This scorecard looks at the box office success of the sci-fi and fantasy movies that have received wide release over the last few months (September start or later). Here are the definitions of the five categories (with a fair amount a leeway thrown in to the measurements):
- Hit: The film grosses at least twice its budget in domestic ticket sales and makes at least five times in global receipts
- Success: The film exceeds its budget in domestic ticket sales and makes at least four times in global receipts.
- Moderate Success: The film grosses at least twice its budget in domestic ticket sales or makes at least three times in global receipts
- Disappointment:The film grosses three times or less its budget in global ticket sales, and earns less than its budget in domestic receipts.
- Flop: The film grosses two times or less its budget in global ticket sales, and earns less than its budget in domestic receipts.
Note that the measurement of success will vary from film to film depending on its circumstances and how much “Hollywood accounting” is applied to the ledger (i.e., as of 2009, Lucasfilm claimed that Return of the Jedi still had not turned a profit!).
Here is the Tale of the tape:
Hits: Lower Budget Films Show A Good Return On Investment
While the Hollywood number counters may not look at either The Blair Witch or Ouija: Origin of Evil as hits, the fact is that both have seen a nice return on their investment considering their low budgets. With only a modest amount of production costs to recoup, both of these took care of that in their domestic theatrical runs and then nicely padded their tallies with additional receipts from the foreign box office. As I have said before, this demonstrates why studios should get plenty of these modest to low-budget films in the mix, as they are low risk and tend to turn a profit.

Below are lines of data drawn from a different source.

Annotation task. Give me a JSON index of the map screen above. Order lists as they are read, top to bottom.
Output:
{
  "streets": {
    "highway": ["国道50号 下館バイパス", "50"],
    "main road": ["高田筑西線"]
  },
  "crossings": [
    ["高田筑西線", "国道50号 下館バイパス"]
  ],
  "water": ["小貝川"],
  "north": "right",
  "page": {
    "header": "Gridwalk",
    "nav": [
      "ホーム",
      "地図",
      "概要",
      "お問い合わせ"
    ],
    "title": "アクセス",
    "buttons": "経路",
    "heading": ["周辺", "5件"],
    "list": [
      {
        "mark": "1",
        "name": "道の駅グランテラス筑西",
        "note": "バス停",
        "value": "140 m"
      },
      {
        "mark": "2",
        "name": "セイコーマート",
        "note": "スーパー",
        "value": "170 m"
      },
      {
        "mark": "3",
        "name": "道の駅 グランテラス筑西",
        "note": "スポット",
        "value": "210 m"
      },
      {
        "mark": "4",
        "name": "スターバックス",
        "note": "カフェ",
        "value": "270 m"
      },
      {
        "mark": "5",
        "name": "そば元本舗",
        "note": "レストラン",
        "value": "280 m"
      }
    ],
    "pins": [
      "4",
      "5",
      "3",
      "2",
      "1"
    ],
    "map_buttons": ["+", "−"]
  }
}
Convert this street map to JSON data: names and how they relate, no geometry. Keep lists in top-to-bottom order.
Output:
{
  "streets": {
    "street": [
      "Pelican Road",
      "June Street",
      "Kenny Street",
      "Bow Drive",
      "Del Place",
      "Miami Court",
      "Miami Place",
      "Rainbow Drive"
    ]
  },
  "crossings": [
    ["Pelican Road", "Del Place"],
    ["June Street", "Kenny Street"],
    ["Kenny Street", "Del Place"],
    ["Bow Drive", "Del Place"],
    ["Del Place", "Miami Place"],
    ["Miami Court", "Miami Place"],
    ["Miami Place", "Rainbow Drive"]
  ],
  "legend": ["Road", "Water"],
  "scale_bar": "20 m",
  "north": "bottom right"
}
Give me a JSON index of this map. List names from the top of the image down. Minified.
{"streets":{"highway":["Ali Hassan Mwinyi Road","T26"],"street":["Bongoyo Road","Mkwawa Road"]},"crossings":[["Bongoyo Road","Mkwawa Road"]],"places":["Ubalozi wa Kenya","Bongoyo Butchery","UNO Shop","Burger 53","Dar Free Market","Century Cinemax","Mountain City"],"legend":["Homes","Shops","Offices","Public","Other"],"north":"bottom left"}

Successes: Bigger Budgets Set A Higher Threshold
With all the hype that has been out there, it sure seems like both Fantastic Beasts and Where to Find Them as well as Doctor Strange should be counted as hits, but based on my projections, I believe they will fall just short of that. Not that they will be losing any money, but they won’t see the percentage returns that truly count them as a box office hit. And that of course comes down to their exceptionally high budgets. With both pushing $200 million in production costs, it’s hard to make as much money, even when the receipts look good. Neither of these movies will make twice their budget based on ticket sales in the States, meaning that both have to rely heavily on help from the foreign box office. And the studios don’t get as much of a piece of that pie, so the profits are eroded. Both of these films will still see a nice profit, but they will likely not count as breakaway hits.
Moderate Successes: These Two Films Look Like They Are Headed At Least To The Break-Even Point
Arrival scored well with critics, but it still looks like it will be no better than a moderate success at the box office. It will fall a little short of doubling its budget in the States and it doesn’t look likely to triple its budget with its global tally. This is not a high-dollar film, though, so it could still get well into the black once it becomes available on home video. In the theaters, though, the best it will do is break even. Debuting this last weekend, Incarnate could also reach the moderate success level, but it opened in less than two thousand theaters and it hasn’t seen much exposure overseas yet. If this one gets yanked after a couple of weeks, it will end up as a disappointment. But given a few solid weeks in theaters, it could recoup its modest $10 million budget.
Disappointments: These Two Films Have Fallen Short Of Expectations
Miss Peregrine's Home for Peculiar Children was looking like it could hit the break-even point based on its strong early performance overseas, but ticket sales have slowed notably on this one by its tenth weekend, and it now looks like it will fall short. The fact that it couldn’t even match its budget with its US ticket sales has definitely hampered this one, and the overseas tally just couldn’t make up the difference. Inferno is another one that did poorly in its domestic run, but was bolstered by the foreign box office. It was looking like it might make it to three times its budget in global receipts, but activity has slowed to the point that it now appears it will fall short of that. The fact that it made less than half its production budget in US ticket sales really hurts it.
Flops: The Studios For These Two Films Apparently Gave Up On Them
The two flops on this list, Max Steel and Shut In, both look like movies that studios gave up on very quickly. Neither had a very high budget and could have performed better if given a wider release (both movies opened in only about two thousand theaters) and some exposure overseas (neither had a foreign release). Of course, both were panned by critics (with a 0 percent rating on Rotten Tomatoes), so perhaps the decision was to cut bait on these knowing that they have a better chance of recouping their modest budgets once they get their home video release.
What film surprised you most this year?